The traditional music scene in the digital age, however, says Glackin, has become detached from the idea of getting to know traditional musicians in person, with learners finding it easy to access the music and pick up tunes, but not going deeper into it.

In my time, you sat into the car and you visited the person, and you got to know them, their personality, and you build that relationship over a long time. I got to know [Donegal fiddle-player] John Doherty at the age of 9 or 10 and I would go back and go back again.

One of the results of the global, digital scene is that the audience for the completely solo musician is being under-developed, and this is an issue that Glackin, who is a member of the Arts Council, would like to see addressed.  

Where are the audiences? The emphasis is on ensemble. The music is about the people that play, but somebody has to receive it. Somebody has to receive this music, and that’s a concern for me. It’s a concern that I have expressed at the Arts Council. One of the things I would love to see is the ability to support small venues that prioritise the solo performer. It’s something that I’d be very keen to have the Arts Council take a look at. The big stuff looks after itself.’

Hidden Ground
Glackin is a master of solo traditional fiddle but has also been involved in many innovative experiments, particularly his album Hidden Ground with Jolyon Jackson in 1980. 
‘Older musicians would have criticised me. When I did the album … there was an avalanche of criticism.’ 
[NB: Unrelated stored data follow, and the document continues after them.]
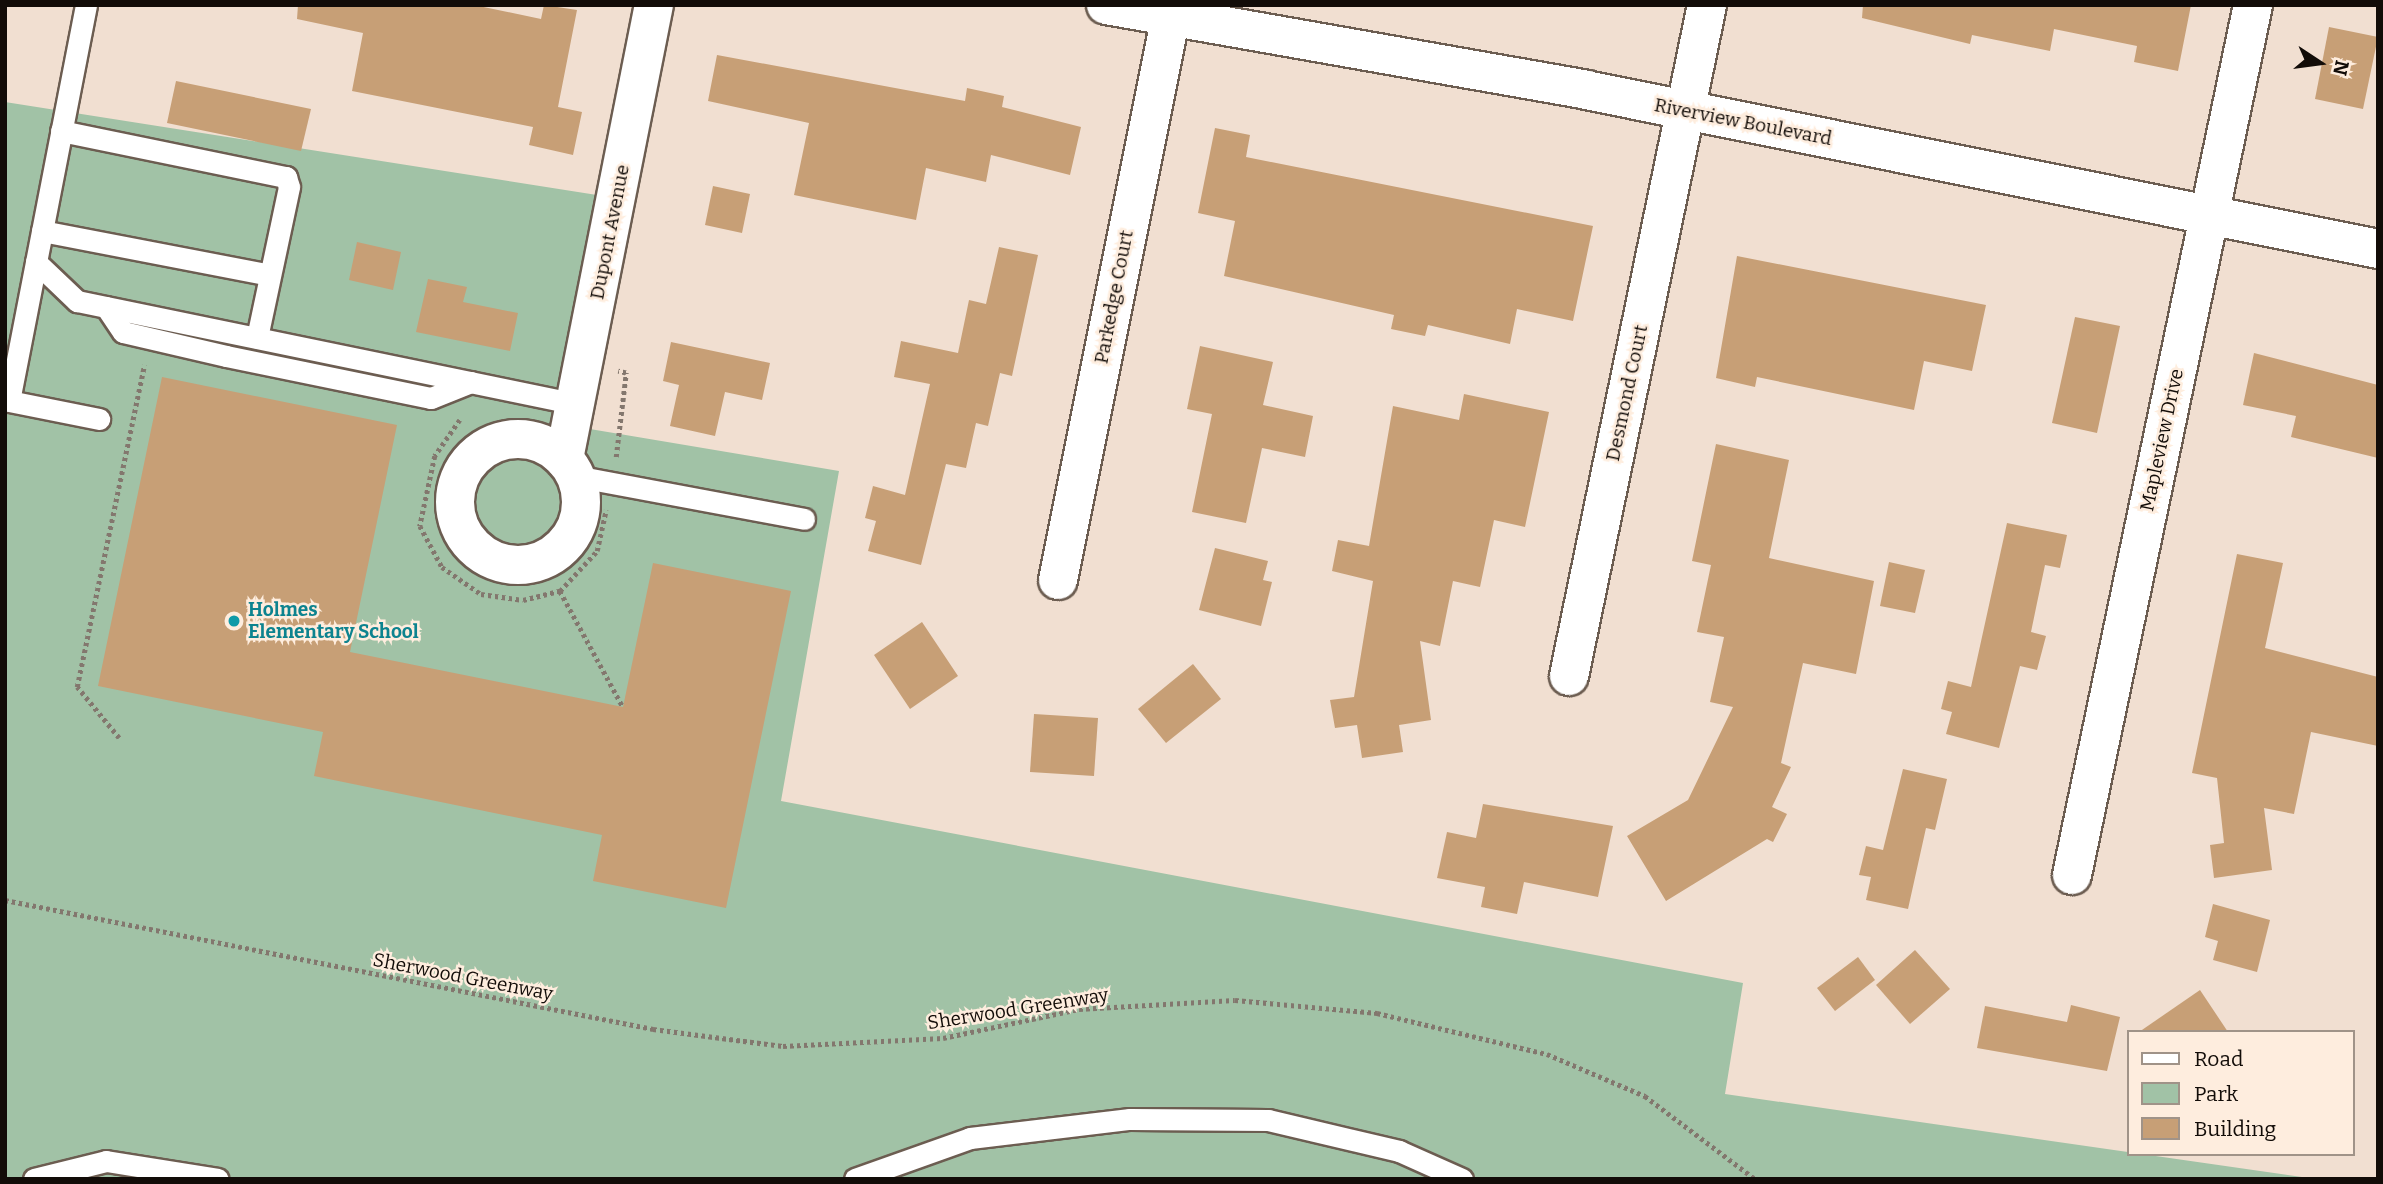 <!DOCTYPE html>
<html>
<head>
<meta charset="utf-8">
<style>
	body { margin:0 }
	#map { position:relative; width:2383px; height:1184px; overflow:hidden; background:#f1dfd1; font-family:Bitter,serif }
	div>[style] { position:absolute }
	.green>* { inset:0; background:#a1c2a6 }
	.building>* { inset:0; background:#c79f76 }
	.path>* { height:4.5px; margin-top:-2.25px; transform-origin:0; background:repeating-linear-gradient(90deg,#83776e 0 3.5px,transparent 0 7px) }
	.roads { filter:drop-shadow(2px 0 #6c5d51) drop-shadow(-2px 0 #6c5d51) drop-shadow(0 2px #6c5d51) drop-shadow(0 -2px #6c5d51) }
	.lane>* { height:21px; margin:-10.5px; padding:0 10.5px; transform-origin:10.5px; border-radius:10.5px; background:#fff }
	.street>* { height:38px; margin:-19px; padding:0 19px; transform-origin:19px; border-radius:19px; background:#fff }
	.street>.ring { margin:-19px; padding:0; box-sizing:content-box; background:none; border:38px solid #fff; border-radius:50% }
	.dots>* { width:19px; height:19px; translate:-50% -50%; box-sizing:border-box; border:4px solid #feedde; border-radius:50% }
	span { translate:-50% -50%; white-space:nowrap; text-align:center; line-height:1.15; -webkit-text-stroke:5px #feedde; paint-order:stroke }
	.street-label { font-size:19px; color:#120c08 }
	.culture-label { font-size:19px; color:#0d838f; font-weight:700 }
	.left { translate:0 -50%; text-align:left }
	.frame { position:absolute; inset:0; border:7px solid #120c08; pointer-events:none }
	.legend { position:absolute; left:2127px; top:1030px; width:228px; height:126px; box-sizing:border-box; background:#feedde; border:2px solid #a09388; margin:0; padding:9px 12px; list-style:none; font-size:21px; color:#120c08 }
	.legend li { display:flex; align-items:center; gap:14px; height:35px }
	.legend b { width:35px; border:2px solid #a09388 }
	.north { position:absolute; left:2285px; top:28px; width:70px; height:70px; -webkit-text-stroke:5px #feedde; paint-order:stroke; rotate:103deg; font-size:19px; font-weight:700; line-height:28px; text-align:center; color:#120c08 }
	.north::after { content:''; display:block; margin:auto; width:24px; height:32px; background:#120c08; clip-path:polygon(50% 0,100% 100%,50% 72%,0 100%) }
</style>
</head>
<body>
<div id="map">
	<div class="green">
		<i style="clip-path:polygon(5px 102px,616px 198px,572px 426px,839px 471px,781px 801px,1743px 983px,1725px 1094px,2316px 1179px,5px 1179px)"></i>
	</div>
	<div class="building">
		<i style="clip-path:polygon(298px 5px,474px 5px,541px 19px,544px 5px,577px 10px,558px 107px,582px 112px,573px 155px,529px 145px,533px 127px,352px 91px,363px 33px,297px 19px)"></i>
		<i style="clip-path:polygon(1863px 5px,2191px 5px,2178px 71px,2134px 62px,2137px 46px,2054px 29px,2050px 51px,1972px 35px,1970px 44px,1862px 18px)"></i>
		<i style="clip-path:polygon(2329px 27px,2378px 37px,2363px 109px,2315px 99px)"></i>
		<i style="clip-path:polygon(717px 55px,965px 101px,967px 88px,1004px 96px,1002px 107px,1081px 127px,1070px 175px,991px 155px,986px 182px,926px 168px,916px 220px,794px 195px,809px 123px,708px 101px)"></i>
		<i style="clip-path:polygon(176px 81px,311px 109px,301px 151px,167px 123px)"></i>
		<i style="clip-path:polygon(1215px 128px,1250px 135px,1246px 157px,1593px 226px,1573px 321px,1517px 309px,1510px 344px,1428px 325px,1425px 336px,1391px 329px,1394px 315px,1224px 276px,1235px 221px,1198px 213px)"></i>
		<i style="clip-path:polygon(713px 186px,750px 194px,742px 233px,705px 225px)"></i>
		<i style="clip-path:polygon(357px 242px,401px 252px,393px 290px,349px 280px)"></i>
		<i style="clip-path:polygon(999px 247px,1038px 255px,1012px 376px,1000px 373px,988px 426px,976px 423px,966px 468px,946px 464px,921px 565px,868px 551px,876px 521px,865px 518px,873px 486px,905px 495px,930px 384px,894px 377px,901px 341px,958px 353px,969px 300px,986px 304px)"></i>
		<i style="clip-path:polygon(1737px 256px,1986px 305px,1972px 371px,1924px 361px,1914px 410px,1757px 377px,1755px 387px,1716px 378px)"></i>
		<i style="clip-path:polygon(428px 279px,467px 287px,463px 302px,518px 313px,510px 351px,416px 332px)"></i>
		<i style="clip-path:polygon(2075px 317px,2120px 326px,2097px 433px,2052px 423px)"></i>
		<i style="clip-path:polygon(671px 342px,770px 363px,762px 400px,725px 392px,715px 436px,670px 426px,679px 385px,663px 381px)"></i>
		<i style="clip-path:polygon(1200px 346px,1273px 362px,1263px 405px,1313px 416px,1305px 457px,1262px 448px,1246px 523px,1192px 512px,1212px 414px,1187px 409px)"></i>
		<i style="clip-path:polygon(2254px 353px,2378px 385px,2378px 458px,2291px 437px,2296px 416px,2243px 405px)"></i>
		<i style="clip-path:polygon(162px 377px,397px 425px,350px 652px,623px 707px,653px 563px,791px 591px,726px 908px,593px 881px,602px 835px,314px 776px,323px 732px,98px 686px)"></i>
		<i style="clip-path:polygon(1464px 394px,1549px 412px,1525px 527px,1494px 520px,1480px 587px,1453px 581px,1440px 646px,1420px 641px,1431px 720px,1399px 725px,1403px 752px,1362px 758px,1357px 725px,1335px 728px,1330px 700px,1354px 697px,1373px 581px,1332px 571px,1338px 540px,1369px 546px,1393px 406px,1459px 420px)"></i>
		<i style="clip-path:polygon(1716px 444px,1789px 460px,1769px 558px,1874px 581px,1856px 674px,1803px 663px,1781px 763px,1791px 767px,1772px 807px,1787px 814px,1773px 842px,1767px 839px,1666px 901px,1627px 836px,1688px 800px,1733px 707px,1710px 702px,1724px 637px,1697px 632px,1711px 565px,1692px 561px)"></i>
		<i style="clip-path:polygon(2007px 523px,2067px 535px,2060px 568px,2045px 565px,2037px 603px,2031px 632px,2046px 636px,2037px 670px,2020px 666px,1999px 748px,1946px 734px,1952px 712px,1941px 709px,1948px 681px,1971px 687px)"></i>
		<i style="clip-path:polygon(1215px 548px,1268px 561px,1263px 580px,1272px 582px,1261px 626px,1199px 610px)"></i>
		<i style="clip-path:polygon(2237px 554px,2283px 563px,2265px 648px,2378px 677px,2378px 746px,2311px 732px,2294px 814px,2264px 808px,2272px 870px,2214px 878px,2210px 845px,2224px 843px,2217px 778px,2192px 773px)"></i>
		<i style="clip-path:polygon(1889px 562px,1925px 570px,1915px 613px,1880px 606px)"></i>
		<i style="clip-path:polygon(922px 622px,958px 676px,910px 709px,874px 655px)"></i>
		<i style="clip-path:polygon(1193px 664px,1221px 699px,1166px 743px,1138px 709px)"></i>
		<i style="clip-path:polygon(1034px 714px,1098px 718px,1094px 776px,1030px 772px)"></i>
		<i style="clip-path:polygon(1903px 769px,1947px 779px,1935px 830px,1926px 828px,1908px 909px,1866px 900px,1871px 877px,1859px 875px,1866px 846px,1883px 850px)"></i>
		<i style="clip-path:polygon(1483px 804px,1613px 826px,1598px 897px,1524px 882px,1517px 914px,1481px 907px,1485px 887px,1437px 878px,1447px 832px,1476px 838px)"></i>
		<i style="clip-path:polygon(2213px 904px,2270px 920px,2257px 972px,2213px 960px,2218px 941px,2205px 937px)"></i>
		<i style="clip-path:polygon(1915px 950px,1950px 989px,1910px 1024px,1876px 985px)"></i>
		<i style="clip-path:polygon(1858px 957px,1875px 980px,1835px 1011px,1817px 988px)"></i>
		<i style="clip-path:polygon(2200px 990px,2228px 1032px,2139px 1032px)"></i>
		<i style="clip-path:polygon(2071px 1005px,2120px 1017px,2107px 1071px,1977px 1048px,1985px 1006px,2067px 1022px)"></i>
	</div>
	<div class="path">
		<i style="left:460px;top:420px;width:44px;rotate:124.8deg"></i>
		<i style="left:435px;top:456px;width:72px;rotate:102.1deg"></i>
		<i style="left:420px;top:526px;width:47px;rotate:61.8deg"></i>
		<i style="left:442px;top:567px;width:47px;rotate:34.7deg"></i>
		<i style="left:481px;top:594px;width:42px;rotate:8.1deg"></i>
		<i style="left:523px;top:600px;width:38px;rotate:-14deg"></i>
		<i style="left:560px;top:591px;width:54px;rotate:-47.2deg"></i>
		<i style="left:597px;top:551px;width:42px;rotate:-77.6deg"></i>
		<i style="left:616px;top:457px;width:85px;rotate:-83.2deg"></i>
		<i style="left:626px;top:373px;width:8px;rotate:-166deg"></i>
		<i style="left:560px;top:591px;width:132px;rotate:61.5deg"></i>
		<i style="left:119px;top:738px;width:66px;rotate:-129.5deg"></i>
		<i style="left:77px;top:687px;width:329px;rotate:-78.2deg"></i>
		<i style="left:5px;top:900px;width:661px;rotate:11.26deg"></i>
		<i style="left:653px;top:1029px;width:131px;rotate:7.5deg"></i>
		<i style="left:783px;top:1046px;width:160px;rotate:-2.9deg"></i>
		<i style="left:943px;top:1038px;width:139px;rotate:-12deg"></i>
		<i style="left:1079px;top:1009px;width:156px;rotate:-3.3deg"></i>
		<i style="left:1235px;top:1000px;width:143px;rotate:5.2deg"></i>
		<i style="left:1377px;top:1013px;width:175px;rotate:13.6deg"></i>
		<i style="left:1547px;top:1054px;width:107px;rotate:23.2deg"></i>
		<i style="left:1645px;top:1096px;width:138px;rotate:37deg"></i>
	</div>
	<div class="roads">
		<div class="lane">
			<i style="left:86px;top:5px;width:403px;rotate:101deg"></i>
			<i style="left:9px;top:401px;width:92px;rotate:11.3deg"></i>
			<i style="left:61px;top:131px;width:230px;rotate:11.6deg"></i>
			<i style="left:286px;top:177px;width:10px;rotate:73deg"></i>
			<i style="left:289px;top:187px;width:154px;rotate:102deg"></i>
			<i style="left:42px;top:231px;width:232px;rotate:10.9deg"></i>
			<i style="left:36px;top:262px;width:57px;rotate:43.6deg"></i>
			<i style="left:77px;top:301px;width:510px;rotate:11.66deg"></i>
			<i style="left:106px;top:307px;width:30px;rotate:56deg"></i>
			<i style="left:123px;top:332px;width:106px;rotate:13.1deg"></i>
			<i style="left:226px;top:356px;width:209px;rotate:11.6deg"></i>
			<i style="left:431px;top:398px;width:43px;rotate:-21.8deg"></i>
			<i style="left:575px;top:476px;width:233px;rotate:10.6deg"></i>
			<i style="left:34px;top:1179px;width:74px;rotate:-14deg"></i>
			<i style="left:106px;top:1161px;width:113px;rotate:9.1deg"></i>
			<i style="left:855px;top:1179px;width:122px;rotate:-19.6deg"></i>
			<i style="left:970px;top:1138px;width:161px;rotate:-6.8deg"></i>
			<i style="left:1130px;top:1119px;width:138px;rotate:0.4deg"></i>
			<i style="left:1268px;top:1120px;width:135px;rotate:13.3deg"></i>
			<i style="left:1399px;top:1151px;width:69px;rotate:24deg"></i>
		</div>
		<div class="street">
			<i style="left:1106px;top:5px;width:487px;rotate:10deg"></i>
			<i style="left:1586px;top:90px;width:808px;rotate:11.35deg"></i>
			<i class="ring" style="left:455px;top:439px;width:88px;height:88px"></i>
			<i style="left:564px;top:459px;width:463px;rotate:-78.8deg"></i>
			<i style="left:1058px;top:580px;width:586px;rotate:-78.69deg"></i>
			<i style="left:1569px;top:676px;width:685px;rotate:-78.38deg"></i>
			<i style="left:2072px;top:875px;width:889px;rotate:-78.25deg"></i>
		</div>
	</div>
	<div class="dots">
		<i style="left:234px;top:621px;background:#0f9aa8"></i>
	</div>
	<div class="street-label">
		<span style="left:1743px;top:122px;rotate:11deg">Riverview Boulevard</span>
		<span style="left:610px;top:232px;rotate:-79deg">Dupont Avenue</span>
		<span style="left:1114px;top:297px;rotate:-79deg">Parkedge Court</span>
		<span style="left:1627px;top:393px;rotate:-78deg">Desmond Court</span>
		<span style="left:2162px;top:440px;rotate:-78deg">Mapleview Drive</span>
		<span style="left:463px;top:977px;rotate:11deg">Sherwood Greenway</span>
		<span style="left:1018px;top:1009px;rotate:-9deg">Sherwood Greenway</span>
	</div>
	<div class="culture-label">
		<span class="left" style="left:248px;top:621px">Holmes<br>Elementary School</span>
	</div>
	<div class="frame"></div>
	<ul class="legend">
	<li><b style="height:9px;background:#fff"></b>Road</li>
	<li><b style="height:19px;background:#a1c2a6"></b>Park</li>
	<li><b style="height:19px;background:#c79f76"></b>Building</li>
	</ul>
	<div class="north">N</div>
</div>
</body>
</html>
The day he brought it home to his father, Tom Glackin, also a fiddle-player, he tried to prepare his father for what he was about to hear:

This is not straight down the line traditional music, I would say. ‘Ah never mind, put it on’, he said. I’d say about a minute and a half into listening to it, he just looked up and said, ‘Ah Jaysus’. He listened to it all though and would have heard it several times again at home, but didn’t comment. I respected him for that. I’m sure he probably didn’t like it. To his credit, that is all he said.

Asked if he feels his playing has changed over the years, Glackin says he hopes his music has become more sensitive, and he ‘doesn’t feel the need to be pushing things as much’ as he would have ‘maybe twenty, twenty-five years ago.’

I find myself more curious about the music, looking for older stuff. There’s a huge emphasis on composition now which is interesting in itself, but my go-to places are still John Doherty and others such as Denis Murphy – that’s what lights the fuse for me.